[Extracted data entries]
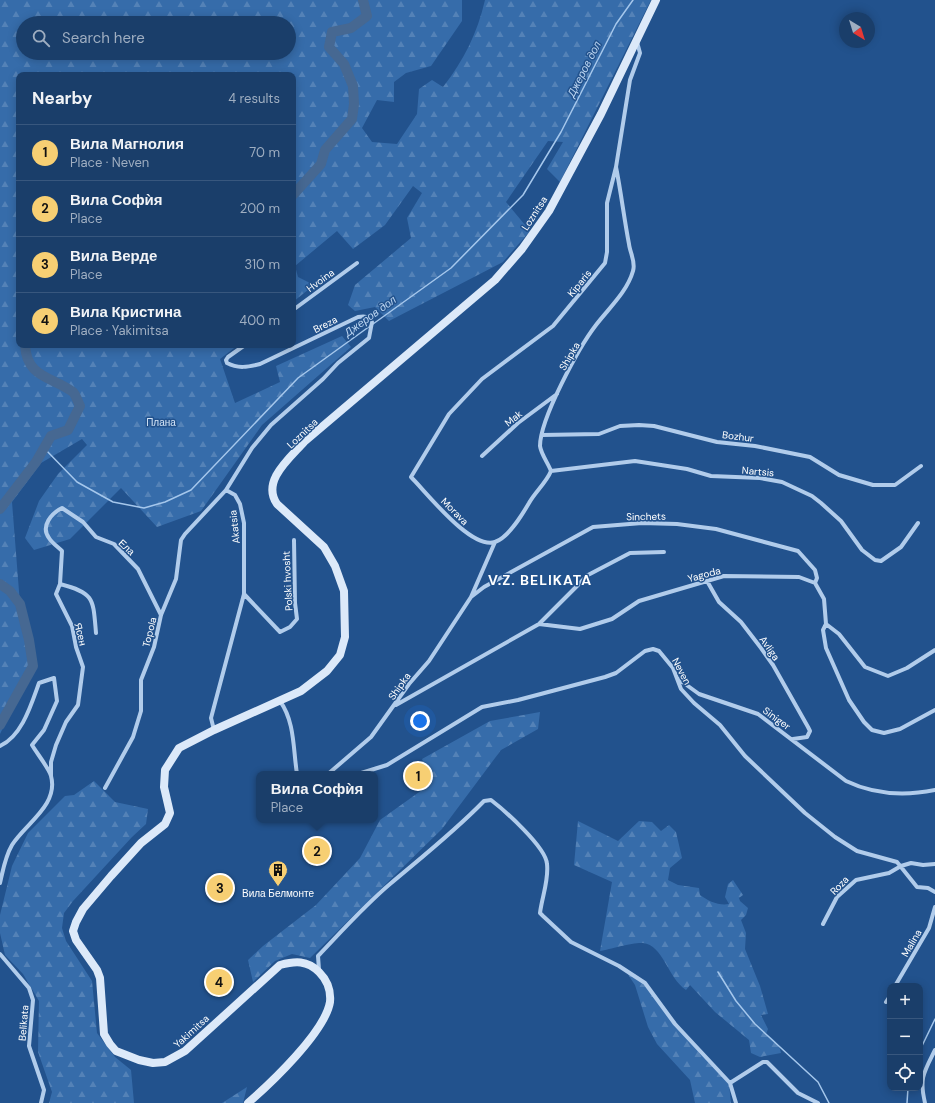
<!DOCTYPE html>
<meta charset="utf-8">
<style>
:root{--surface:#1a3e6a;--page:#274972;--text:#f1f3f6;--muted:#9faec1;--line:#38577e;--accent:#f7cf73}
body{margin:0;font-family:"DM Sans",sans-serif;background:var(--page);color:var(--text)}
.controls{position:absolute;right:12px;bottom:12px;display:grid;overflow:hidden;border-radius:8px;box-shadow:0 2px 10px #0003}
.controls button{width:36px;height:36px;display:grid;place-items:center;padding:0;border:0;border-bottom:1px solid var(--line);background:var(--surface);color:var(--text);font:20px sans-serif}
.compass{position:absolute;left:839px;top:12px;width:36px;height:36px;border-radius:50%;background:var(--surface);box-shadow:0 2px 10px #0003;rotate:142deg}
.you{position:absolute;left:420px;top:721px;width:14px;height:14px;margin:-10px;border:3px solid #fff;border-radius:50%;background:#1a73e8;box-shadow:0 0 0 6px #1a73e833}
.badge{display:grid;place-items:center;width:26px;height:26px;border-radius:50%;background:var(--accent);color:#111;font-size:13px;font-weight:700}
.pin{position:absolute;translate:-50% -50%;border:2px solid #fff;box-shadow:0 1px 4px #0006}
.popup{position:absolute;left:256px;top:771px;width:122px;height:52px;box-sizing:border-box;display:grid;place-content:center;border-radius:8px;background:var(--surface);filter:drop-shadow(0 1px 3px #0005);font-size:13px;white-space:nowrap;color:var(--muted)}
.popup b{font-size:15px;color:var(--text)}
.popup::after{content:'';position:absolute;left:50%;top:100%;margin-left:-8px;border:8px solid transparent;border-top-color:var(--surface)}
.list{margin:0;padding:0;list-style:none}
h2{display:flex;justify-content:space-between;align-items:center;height:52px;margin:0;padding:0 16px;font-size:17px}
h2 small{font-size:13px;font-weight:400;color:var(--muted)}
.list li{display:grid;grid-template-columns:26px 1fr auto;gap:12px;align-items:center;box-sizing:border-box;height:56px;padding:0 16px;border-top:1px solid var(--line)}
.list b{display:block;font-size:15px;white-space:nowrap}
.list p{margin:0;font-size:13px;white-space:nowrap;color:var(--muted)}
.list em{font-size:13px;font-style:normal;color:var(--muted)}
.icon{flex:none;width:22px;height:22px;fill:none;stroke:currentColor;stroke-width:2;stroke-linecap:round;stroke-linejoin:round}
.map{position:relative;flex:none;width:935px;height:1103px;overflow:hidden}
.search{position:absolute;background:var(--surface);box-shadow:0 2px 10px #0003;left:16px;top:16px;width:280px;height:44px;display:flex;align-items:center;gap:10px;box-sizing:border-box;padding:0 14px;border-radius:22px;color:var(--muted);font-size:15px}
.panel{position:absolute;background:var(--surface);box-shadow:0 2px 10px #0003;left:16px;top:72px;width:280px;height:276px;border-radius:8px}
.map>svg:first-child{display:block}
.forest{fill:url(#forest-firs);fill-rule:evenodd}
.lines{fill:none;stroke-linecap:round;stroke-linejoin:round}
.stream{stroke:#a5c7ec;stroke-width:1.5}
.river{stroke:#466892;stroke-width:10}
.street{stroke:#b1cceb;stroke-width:4}
.secondary{stroke:#dce9f9;stroke-width:8}
.labels{text-anchor:middle;stroke-width:3;stroke-linejoin:round;paint-order:stroke}
.street-label{font-size:10px;fill:#fff;stroke:#22528d}
.park-label{font-size:10px;fill:#d6e6f8;stroke:#22528d}
.poi-label{font-size:10px;fill:#fff;stroke:#22528d}
.water-label{font-size:11px;font-style:italic;fill:#bdd6f2;stroke:#22528d}
.district-label{font-size:14px;font-weight:bold;letter-spacing:1px;fill:#fff;stroke:#22528d}
</style>
<div class="map">
<svg width="935" height="1103" viewBox="0 0 935 1103">
<defs>
<pattern id="forest-firs" width="22" height="20" patternUnits="userSpaceOnUse"><rect width="22" height="20" fill="#366caa"/><path d="M5 1l3.5 6h-7zM16 11l3.5 6h-7z" fill="#5482b7"/></pattern>
</defs>
<rect width="100%" height="100%" fill="#22528d"/>
<path class="forest" d="M0 0H462V21L431 66 406 73 394 82V102L377 100 362 128 372 142 397 144 417 114 419 89 432 80 443 87C464 60 477 34 485 0H651L560 182 547 169 563 142 548 141 506 202 530 231 503 262 389 321 375 307 355 311 348 305 355 285 411 238 407 218 422 193 413 186 385 225 353 249 337 231 295 266 298 277 314 285 293 302V75H19V345H238L220 359 235 403 280 382 276 366 342 336 351 347 262 425 201 511 157 527 121 488 70 539 34 550 25 538 39 501 58 474 87 445 82 439 41 463 12 502 20 604 29 640 33 666 0 734ZM23 23H289V53H23Z
M540 712 538 729 501 750 442 829 310 958 292 954 275 961 253 982 248 960 263 946 316 905 360 858 380 820 429 785 431 780 422 759 490 721Z
M94 781 115 802 148 809 146 824 132 837 73 901 64 913 62 928 66 941 92 981 97 1033 115 1057 131 1070 134 1103H49L52 1092 38 1052 39 1001 23 974 5 955 0 933V915L12 866 28 833 65 796 74 795Z
M578 821 618 841 639 821 652 822 661 831 669 825 676 832 682 858 670 868 668 880 678 885 699 888 700 895C708 901 719 906 729 904L725 897 728 884 733 880 743 895 739 898 740 901 748 908 746 915 741 920 746 933 745 949 760 986 768 1014 761 1015 768 1029 766 1034C773 1038 780 1045 781 1053L760 1057 751 1053 749 1040 715 1012 690 985 686 990C668 978 663 945 643 943 634 942 610 949 600 951L612 882 574 865Z
M627 973 644 985 729 1084 731 1103H695L690 1080 657 1044 648 1027 635 985Z
M247 1087 243 1103H222Z"/>
<g class="lines">
<path class="stream" d="M373 324 451 268 523 195 561 132 616 24 633 0
M44 448 77 482 113 502 144 508 165 502 191 490 298 378 370 326
M718 972 736 1001 755 1024 818 1082 829 1103
M920 1050 935 1019
M907 1103 908 1088"/>
<path class="river" d="M293 195 321 164 325 150 352 119 354 104 353 86 344 64 329 47 332 32 351 28 367 16 363 0
M0 509 36 462 51 436 68 430 80 406C78 402 76 395 73 392 51 376 27 378 25 345
M0 584 10 591 20 604 29 640 33 666 0 725"/>
<path class="street" d="M616 167C621 192 624 218 629 244 630 253 636 262 633 271 627 292 609 308 596 325 579 347 540 419 540 446 541 454 548 463 551 471 546 483 535 492 529 503 522 515 509 537 495 542 471 550 427 493 411 477L449 414 482 379 553 326 605 263 607 252V203L616 167 630 80 640 53 637 42
M293 310 357 263
M542 435 599 434 620 426 639 425 654 426 717 442 755 446 810 457 839 475 873 485H895L921 466
M482 456 518 423 557 394
M551 471 635 461 687 469 711 476 760 478 782 482 812 496 821 503 841 521 862 550 875 560 881 561 901 547 918 523
M707 581 719 602 741 622 761 648 773 665 808 727 810 731 807 737 793 739
M60 584C95 593 93 599 96 633
M244 594 280 632 290 627 297 619 295 603 294 540
M471 597 484 587 593 527 642 523 677 524 716 529 798 551 815 570 817 578 815 583
M539 624 580 629 612 619 639 601 724 576 799 577 815 583 824 599 826 624 823 630 826 648 849 700 864 722 872 730 884 733 900 729 935 710
M826 624 839 634 865 667 888 676 907 668 935 650
M677 678 699 694 758 714 846 781C873 794 905 796 935 790
M280 701C295 722 293 749 297 774
M396 705 539 624 588 575 630 553 664 552
M214 730 211 718 244 594V523L240 504 235 495 226 490
M0 746C22 736 31 705 39 683L54 678 57 701 44 730 32 745C36 752 50 770 51 776 59 805 25 824 12 845 5 857 3 870 0 883
M328 774 371 737 409 684 429 661 471 597 495 542
M358 774 387 765 482 707 518 700 605 677 616 673 645 651 653 649 659 651 673 668 681 689 694 703 720 725 745 756 805 813 835 837 857 851 897 862 917 887 928 888 935 892
M51 775V762L56 745 66 722 78 705 83 667 76 647 72 626 56 594 60 584 62 551C58 547 52 543 49 538 40 526 52 513 62 508L83 522 96 537 114 544 138 569 161 615
M105 788 133 737 141 711V680L154 647 161 615 176 579 181 540 185 534 226 490 252 448 271 425 323 379 338 363 369 338 372 322C368 316 365 316 358 317L260 364C248 367 238 369 227 363L226 360 228 357 245 345
M823 924 837 897 856 880 889 873 901 866 911 863 923 865 935 864
M0 954 29 988 33 1000 29 1046 44 1090 41 1103
M319 970 318 956C341 932 364 906 390 884 422 857 455 831 484 801L491 800C504 810 546 847 547 864 549 880 542 897 540 913L543 916 571 942 619 966 645 983 675 1024 730 1083 736 1103
M895 986 929 928 935 907
M886 1002 890 996
M730 1083 763 1062H767L798 1093 818 1103
M925 1103C919 1078 924 1072 935 1050"/>
<path class="secondary" d="M248 1103C271 1083 325 1032 330 1002 331 991 327 980 319 972 307 960 295 961 280 965L185 1051 165 1062 153 1063 139 1060 116 1051 110 1044 104 1034 100 978 97 970 76 940 73 931 76 922 83 909 111 876 141 843 165 824 170 813 164 787 165 770 179 748 214 730 301 691 327 671 340 655 345 637 344 591 335 566 324 547 277 504C261 481 290 458 304 442L495 280 522 249 549 211 601 114 656 0"/>
</g>
<defs>
<g id="building-pin" transform="scale(1)"><path d="M0 17L-7.5 6A9.5 9.5 0 1 1 7.5 6Z" fill="#f7cf73" stroke="#22528d"/><path d="M-4-6H4V6H1V3H-1V6H-4ZM-2.5-4.3h1.7v1.8h-1.7ZM.8-4.3h1.7v1.8H.8ZM-2.5-1h1.7V.8h-1.7ZM.8-1h1.7V.8H.8Z" fill="#111"/></g>
</defs>
<g fill-rule="evenodd">
<use href="#building-pin" x="278" y="870"/>
</g>
<g class="labels">
<g class="street-label">
<text transform="translate(534 213) rotate(-57)" y="4">Loznitsa</text>
<text transform="translate(320 280) rotate(-36)" y="4">Hvoina</text>
<text transform="translate(579 283) rotate(-51)" y="4">Kiparis</text>
<text transform="translate(325 324) rotate(-27)" y="4">Breza</text>
<text transform="translate(569 356) rotate(-60)" y="4">Shipka</text>
<text transform="translate(513 418) rotate(-39)" y="4">Mak</text>
<text transform="translate(302 433) rotate(-44)" y="4">Loznitsa</text>
<text transform="translate(738 436) rotate(7)" y="4">Bozhur</text>
<text transform="translate(758 471) rotate(5)" y="4">Nartsis</text>
<text transform="translate(455 511) rotate(45)" y="4">Morava</text>
<text transform="translate(646 516) rotate(-1)" y="4">Sinchets</text>
<text transform="translate(234 527) rotate(-96)" y="4">Akatsia</text>
<text transform="translate(127 547) rotate(43)" y="4">Ела</text>
<text transform="translate(704 574) rotate(-15)" y="4">Yagoda</text>
<text transform="translate(287 581) rotate(-93)" y="4">Polski hvosht</text>
<text transform="translate(149 632) rotate(-76)" y="4">Topola</text>
<text transform="translate(81 634) rotate(76)" y="4">Ясен</text>
<text transform="translate(770 648) rotate(55)" y="4">Avliga</text>
<text transform="translate(682 671) rotate(62)" y="4">Neven</text>
<text transform="translate(399 686) rotate(-55)" y="4">Shipka</text>
<text transform="translate(777 718) rotate(36)" y="4">Siniger</text>
<text transform="translate(839 885) rotate(-46)" y="4">Roza</text>
<text transform="translate(911 943) rotate(-60)" y="4">Malina</text>
<text transform="translate(23 1023) rotate(-85)" y="4">Belikata</text>
<text transform="translate(191 1031) rotate(-42)" y="4">Yakimitsa</text>
</g>
<g class="park-label">
<text x="161" y="426">Плана</text>
</g>
<g class="poi-label">
<text x="278" y="897">Вила Белмонте</text>
</g>
<g class="water-label">
<text transform="translate(584 69) rotate(-63)" y="4">Джеров дол</text>
<text transform="translate(370 316) rotate(-36)" y="4">Джеров дол</text>
</g>
<g class="district-label">
<text x="540" y="585">V.Z. BELIKATA</text>
</g>
</g>
</svg>
<div class="controls">
<button>+</button>
<button>−</button>
<button><svg class="icon" aria-label="locate" viewBox="0 0 24 24"><circle cx="12" cy="12" r="6"/><path d="M12 2v4M12 18v4M2 12h4M18 12h4"/></svg></button>
</div>
<svg class="compass" viewBox="-18 -18 36 36"><path d="M0-13l5 13h-10z" fill="#e53935"/><path d="M0 13l5-13h-10z" fill="#9faec1"/></svg>
<div class="you"></div>
<div class="pin badge" style="left:418px;top:776px">1</div>
<div class="pin badge" style="left:317px;top:851px">2</div>
<div class="popup"><b>Вила Софѝя</b>Place</div>
<div class="pin badge" style="left:220px;top:888px">3</div>
<div class="pin badge" style="left:219px;top:982px">4</div>
<div class="search"><svg class="icon" aria-label="search" viewBox="0 0 24 24"><circle cx="10" cy="10" r="6"/><path d="M15 15l6 6"/></svg>Search here</div>
<section class="panel">
<h2>Nearby<small>4 results</small></h2>
<ul class="list">
<li><span class="badge">1</span><div><b>Вила Магнолия</b><p>Place · Neven</p></div><em>70 m</em></li>
<li><span class="badge">2</span><div><b>Вила Софѝя</b><p>Place</p></div><em>200 m</em></li>
<li><span class="badge">3</span><div><b>Вила Верде</b><p>Place</p></div><em>310 m</em></li>
<li><span class="badge">4</span><div><b>Вила Кристина</b><p>Place · Yakimitsa</p></div><em>400 m</em></li>
</ul>
</section>
</div>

Work instructions:
Among the lines above, return each one holding the string "solid".

Exercise output:
.controls button{width:36px;height:36px;display:grid;place-items:center;padding:0;border:0;border-bottom:1px solid var(--line);background:var(--surface);color:var(--text);font:20px sans-serif}
.you{position:absolute;left:420px;top:721px;width:14px;height:14px;margin:-10px;border:3px solid #fff;border-radius:50%;background:#1a73e8;box-shadow:0 0 0 6px #1a73e833}
.pin{position:absolute;translate:-50% -50%;border:2px solid #fff;box-shadow:0 1px 4px #0006}
.popup::after{content:'';position:absolute;left:50%;top:100%;margin-left:-8px;border:8px solid transparent;border-top-color:var(--surface)}
.list li{display:grid;grid-template-columns:26px 1fr auto;gap:12px;align-items:center;box-sizing:border-box;height:56px;padding:0 16px;border-top:1px solid var(--line)}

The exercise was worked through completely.